(SUPPLIED MATERIAL begins)

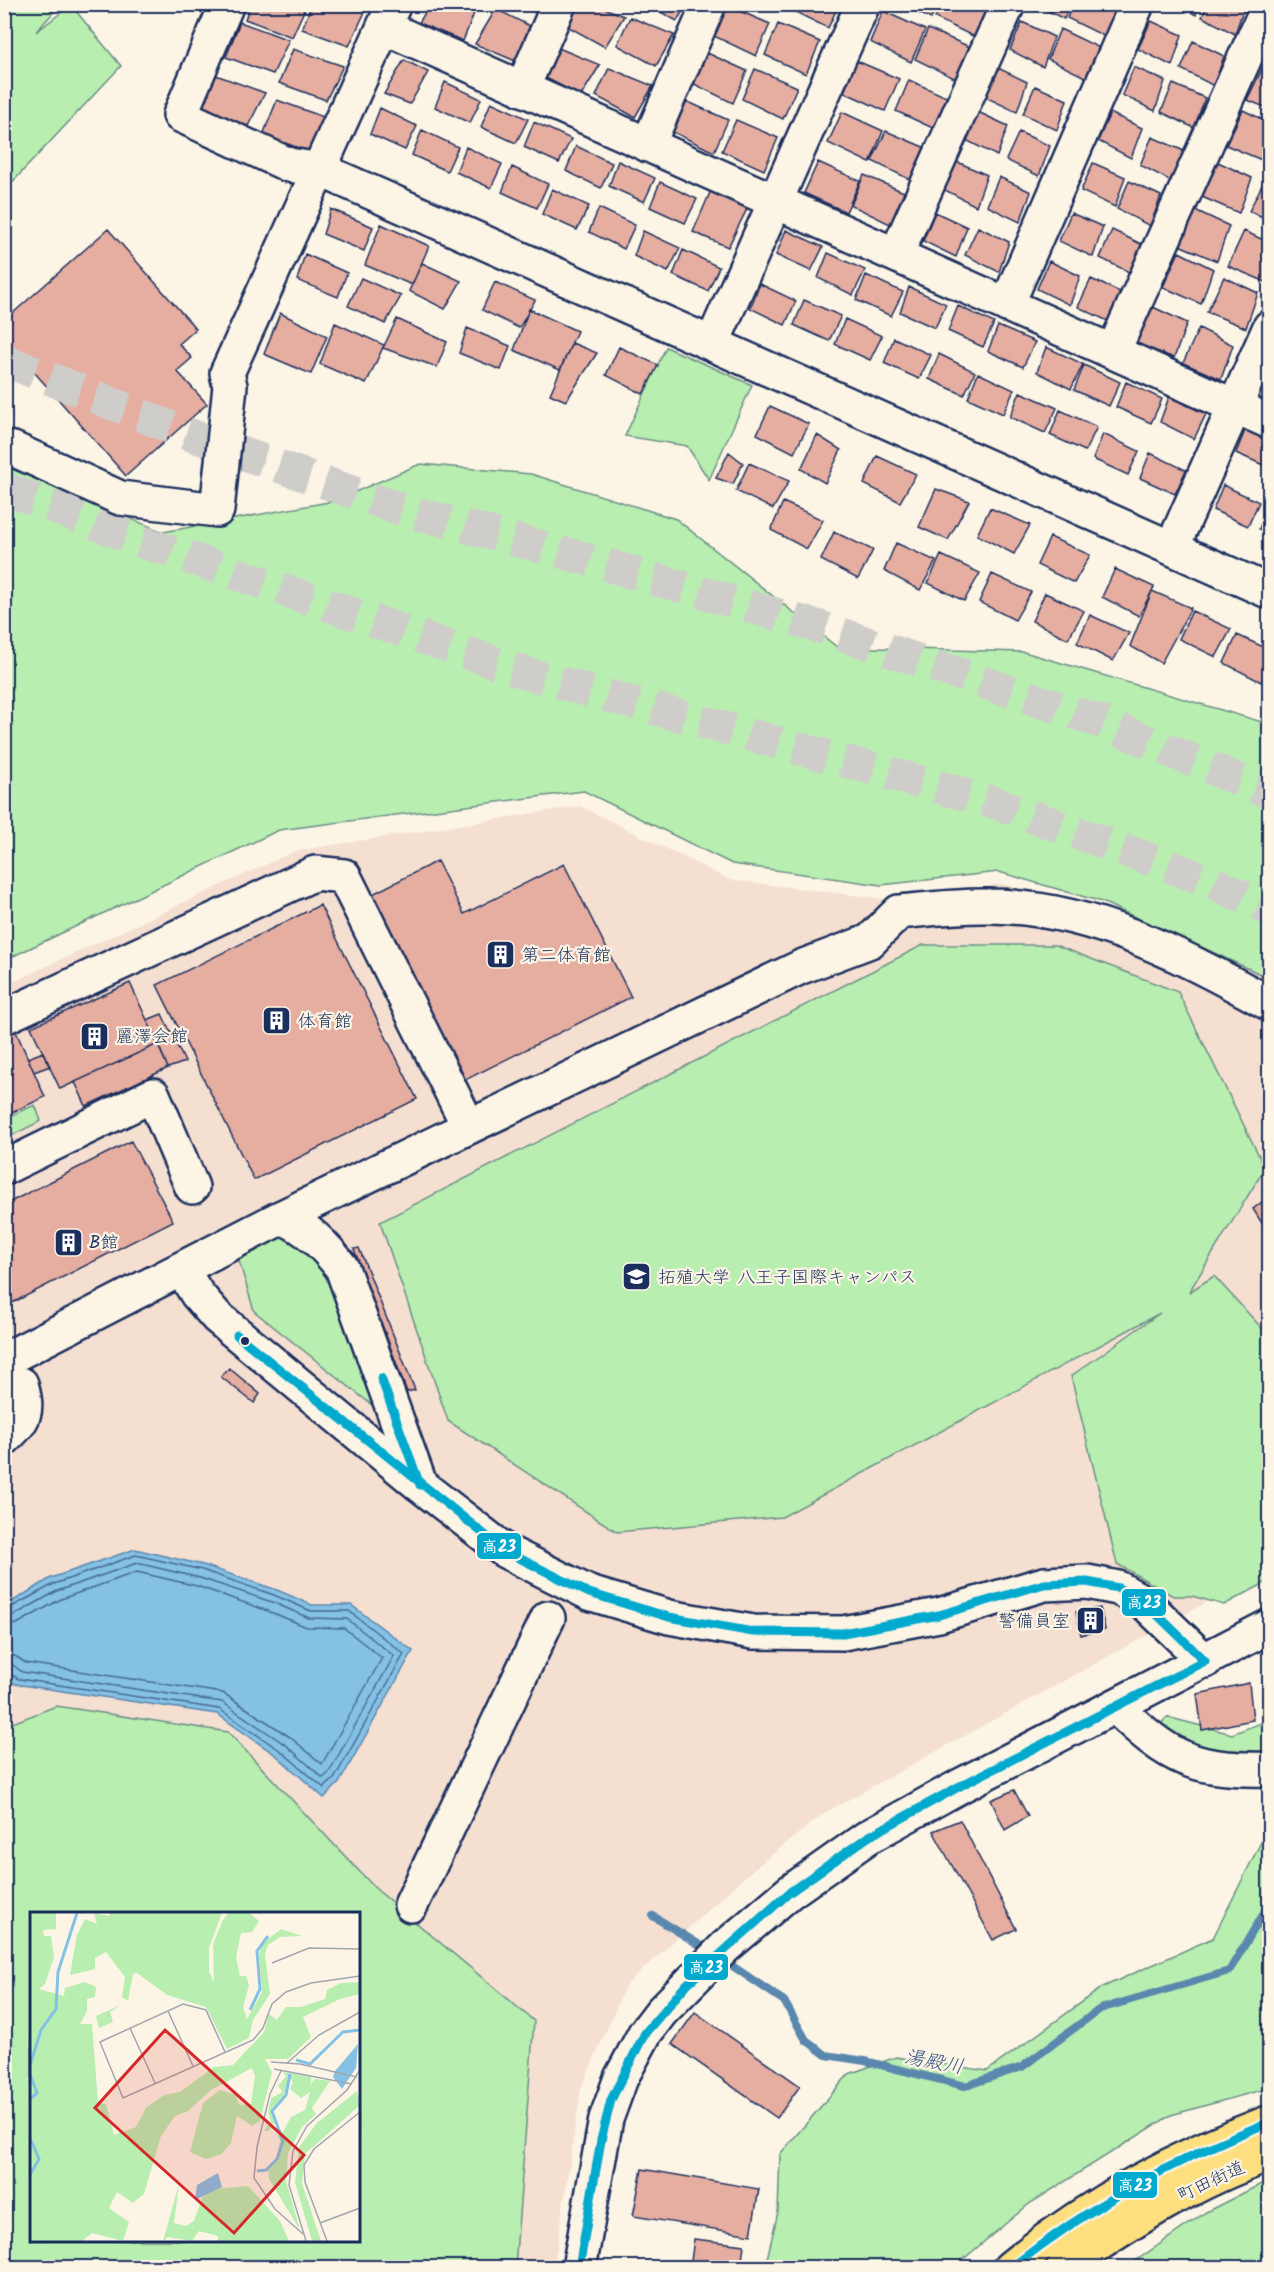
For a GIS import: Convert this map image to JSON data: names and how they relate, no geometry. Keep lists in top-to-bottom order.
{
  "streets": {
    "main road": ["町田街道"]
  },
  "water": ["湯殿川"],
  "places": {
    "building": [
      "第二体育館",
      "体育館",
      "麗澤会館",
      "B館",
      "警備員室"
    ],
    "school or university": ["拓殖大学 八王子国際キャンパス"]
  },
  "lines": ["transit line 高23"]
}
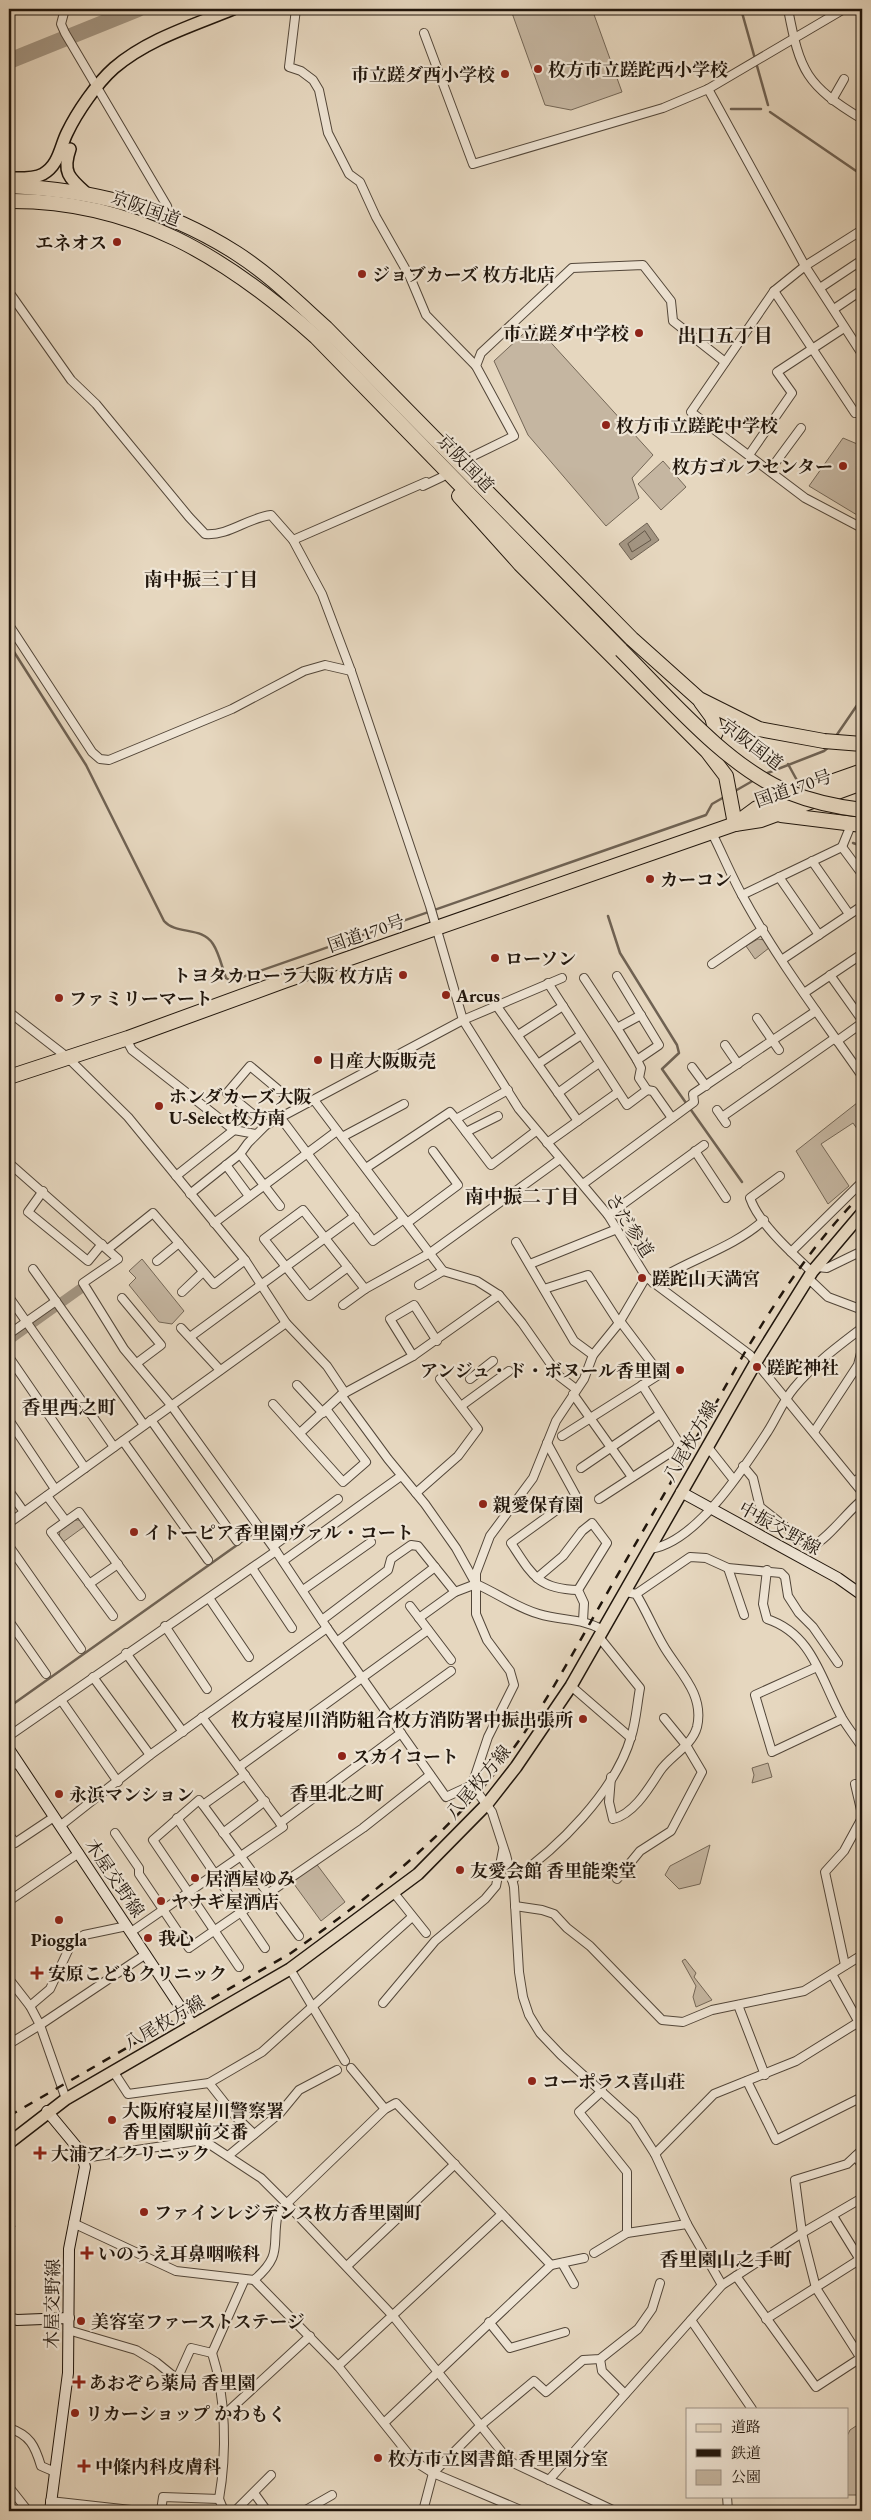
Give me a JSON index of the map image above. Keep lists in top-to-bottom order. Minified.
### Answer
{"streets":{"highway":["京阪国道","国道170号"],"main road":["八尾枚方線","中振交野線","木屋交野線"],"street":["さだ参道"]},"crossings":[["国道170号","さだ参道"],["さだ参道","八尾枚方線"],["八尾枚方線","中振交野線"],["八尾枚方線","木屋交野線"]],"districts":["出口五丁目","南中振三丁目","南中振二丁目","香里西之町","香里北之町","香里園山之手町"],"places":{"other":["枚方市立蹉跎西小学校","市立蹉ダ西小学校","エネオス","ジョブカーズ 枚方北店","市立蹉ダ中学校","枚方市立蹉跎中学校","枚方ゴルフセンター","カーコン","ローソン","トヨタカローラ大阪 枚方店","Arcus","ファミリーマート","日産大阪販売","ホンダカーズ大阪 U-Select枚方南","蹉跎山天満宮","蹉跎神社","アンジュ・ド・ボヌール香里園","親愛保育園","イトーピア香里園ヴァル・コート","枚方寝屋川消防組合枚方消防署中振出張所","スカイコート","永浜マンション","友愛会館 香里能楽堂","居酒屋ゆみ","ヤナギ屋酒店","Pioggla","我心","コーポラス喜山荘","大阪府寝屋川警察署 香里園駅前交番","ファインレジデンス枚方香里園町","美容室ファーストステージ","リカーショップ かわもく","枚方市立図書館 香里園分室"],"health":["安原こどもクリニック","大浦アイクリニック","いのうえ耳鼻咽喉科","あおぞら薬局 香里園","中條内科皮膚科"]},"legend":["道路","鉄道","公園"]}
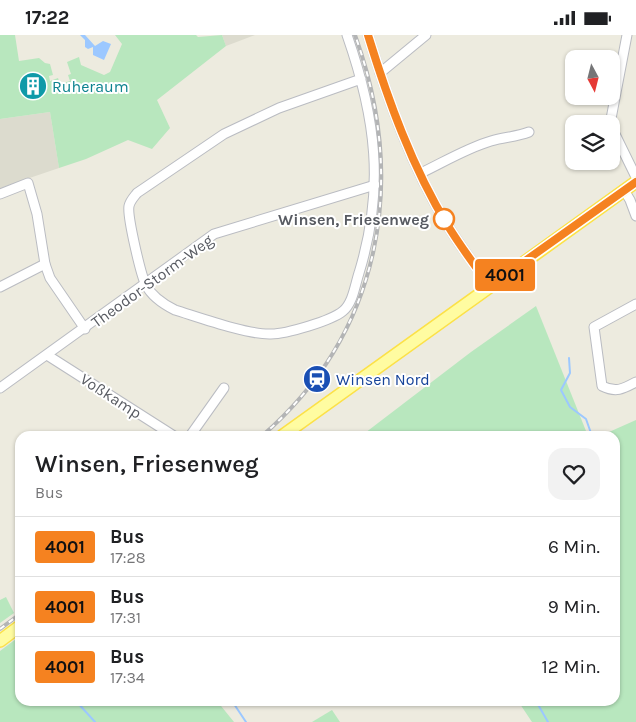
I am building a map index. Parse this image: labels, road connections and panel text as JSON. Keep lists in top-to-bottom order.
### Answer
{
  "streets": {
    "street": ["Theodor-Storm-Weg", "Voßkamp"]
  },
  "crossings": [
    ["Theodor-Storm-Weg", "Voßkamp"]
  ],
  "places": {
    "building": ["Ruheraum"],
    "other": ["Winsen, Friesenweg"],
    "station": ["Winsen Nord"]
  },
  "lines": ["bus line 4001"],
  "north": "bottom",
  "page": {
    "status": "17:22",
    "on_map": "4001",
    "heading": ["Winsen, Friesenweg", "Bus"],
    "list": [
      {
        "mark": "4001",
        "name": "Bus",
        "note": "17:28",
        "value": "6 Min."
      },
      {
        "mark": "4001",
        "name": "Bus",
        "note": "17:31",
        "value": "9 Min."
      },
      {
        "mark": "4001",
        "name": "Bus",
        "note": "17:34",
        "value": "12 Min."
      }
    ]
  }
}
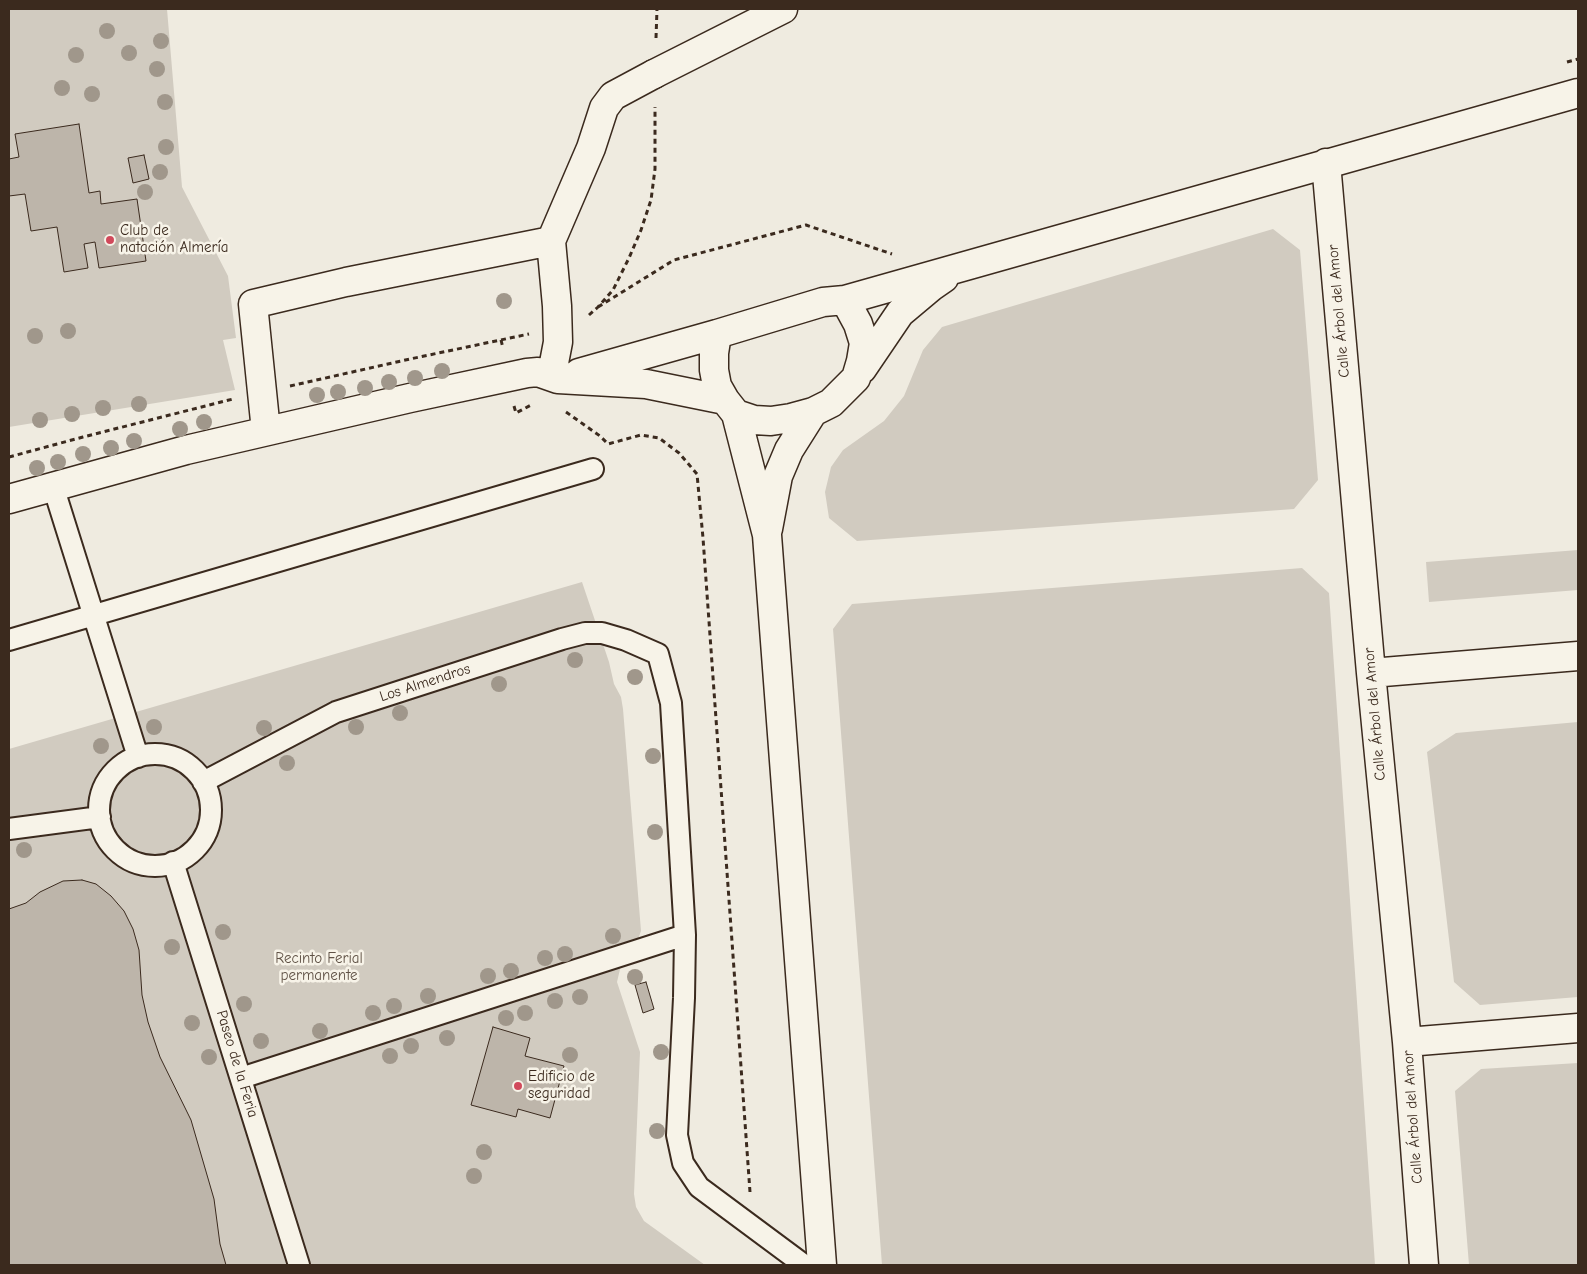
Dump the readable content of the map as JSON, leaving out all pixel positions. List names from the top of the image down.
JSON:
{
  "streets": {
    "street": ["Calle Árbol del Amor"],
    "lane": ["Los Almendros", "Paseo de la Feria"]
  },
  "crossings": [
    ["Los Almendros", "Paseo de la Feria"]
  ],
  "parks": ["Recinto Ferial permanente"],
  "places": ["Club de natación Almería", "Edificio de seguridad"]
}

(SUPPLIED MATERIAL ends)

## WHAT YOU HAVE TO DO
Your reply should repeat the entries above exactly, leaving the pictures out.

## RESPONSE AREA
For a GIS import: Convert this map image to JSON data: names and how they relate, no geometry. Keep lists in top-to-bottom order.
{
  "streets": {
    "main road": ["町田街道"]
  },
  "water": ["湯殿川"],
  "places": {
    "building": [
      "第二体育館",
      "体育館",
      "麗澤会館",
      "B館",
      "警備員室"
    ],
    "school or university": ["拓殖大学 八王子国際キャンパス"]
  },
  "lines": ["transit line 高23"]
}
Give me a JSON index of the map image above. Keep lists in top-to-bottom order. Minified.
### Answer
{"streets":{"highway":["京阪国道","国道170号"],"main road":["八尾枚方線","中振交野線","木屋交野線"],"street":["さだ参道"]},"crossings":[["国道170号","さだ参道"],["さだ参道","八尾枚方線"],["八尾枚方線","中振交野線"],["八尾枚方線","木屋交野線"]],"districts":["出口五丁目","南中振三丁目","南中振二丁目","香里西之町","香里北之町","香里園山之手町"],"places":{"other":["枚方市立蹉跎西小学校","市立蹉ダ西小学校","エネオス","ジョブカーズ 枚方北店","市立蹉ダ中学校","枚方市立蹉跎中学校","枚方ゴルフセンター","カーコン","ローソン","トヨタカローラ大阪 枚方店","Arcus","ファミリーマート","日産大阪販売","ホンダカーズ大阪 U-Select枚方南","蹉跎山天満宮","蹉跎神社","アンジュ・ド・ボヌール香里園","親愛保育園","イトーピア香里園ヴァル・コート","枚方寝屋川消防組合枚方消防署中振出張所","スカイコート","永浜マンション","友愛会館 香里能楽堂","居酒屋ゆみ","ヤナギ屋酒店","Pioggla","我心","コーポラス喜山荘","大阪府寝屋川警察署 香里園駅前交番","ファインレジデンス枚方香里園町","美容室ファーストステージ","リカーショップ かわもく","枚方市立図書館 香里園分室"],"health":["安原こどもクリニック","大浦アイクリニック","いのうえ耳鼻咽喉科","あおぞら薬局 香里園","中條内科皮膚科"]},"legend":["道路","鉄道","公園"]}
I am building a map index. Parse this image: labels, road connections and panel text as JSON. Keep lists in top-to-bottom order.
### Answer
{
  "streets": {
    "street": ["Theodor-Storm-Weg", "Voßkamp"]
  },
  "crossings": [
    ["Theodor-Storm-Weg", "Voßkamp"]
  ],
  "places": {
    "building": ["Ruheraum"],
    "other": ["Winsen, Friesenweg"],
    "station": ["Winsen Nord"]
  },
  "lines": ["bus line 4001"],
  "north": "bottom",
  "page": {
    "status": "17:22",
    "on_map": "4001",
    "heading": ["Winsen, Friesenweg", "Bus"],
    "list": [
      {
        "mark": "4001",
        "name": "Bus",
        "note": "17:28",
        "value": "6 Min."
      },
      {
        "mark": "4001",
        "name": "Bus",
        "note": "17:31",
        "value": "9 Min."
      },
      {
        "mark": "4001",
        "name": "Bus",
        "note": "17:34",
        "value": "12 Min."
      }
    ]
  }
}
Dump the readable content of the map as JSON, leaving out all pixel positions. List names from the top of the image down.
JSON:
{
  "streets": {
    "street": ["Calle Árbol del Amor"],
    "lane": ["Los Almendros", "Paseo de la Feria"]
  },
  "crossings": [
    ["Los Almendros", "Paseo de la Feria"]
  ],
  "parks": ["Recinto Ferial permanente"],
  "places": ["Club de natación Almería", "Edificio de seguridad"]
}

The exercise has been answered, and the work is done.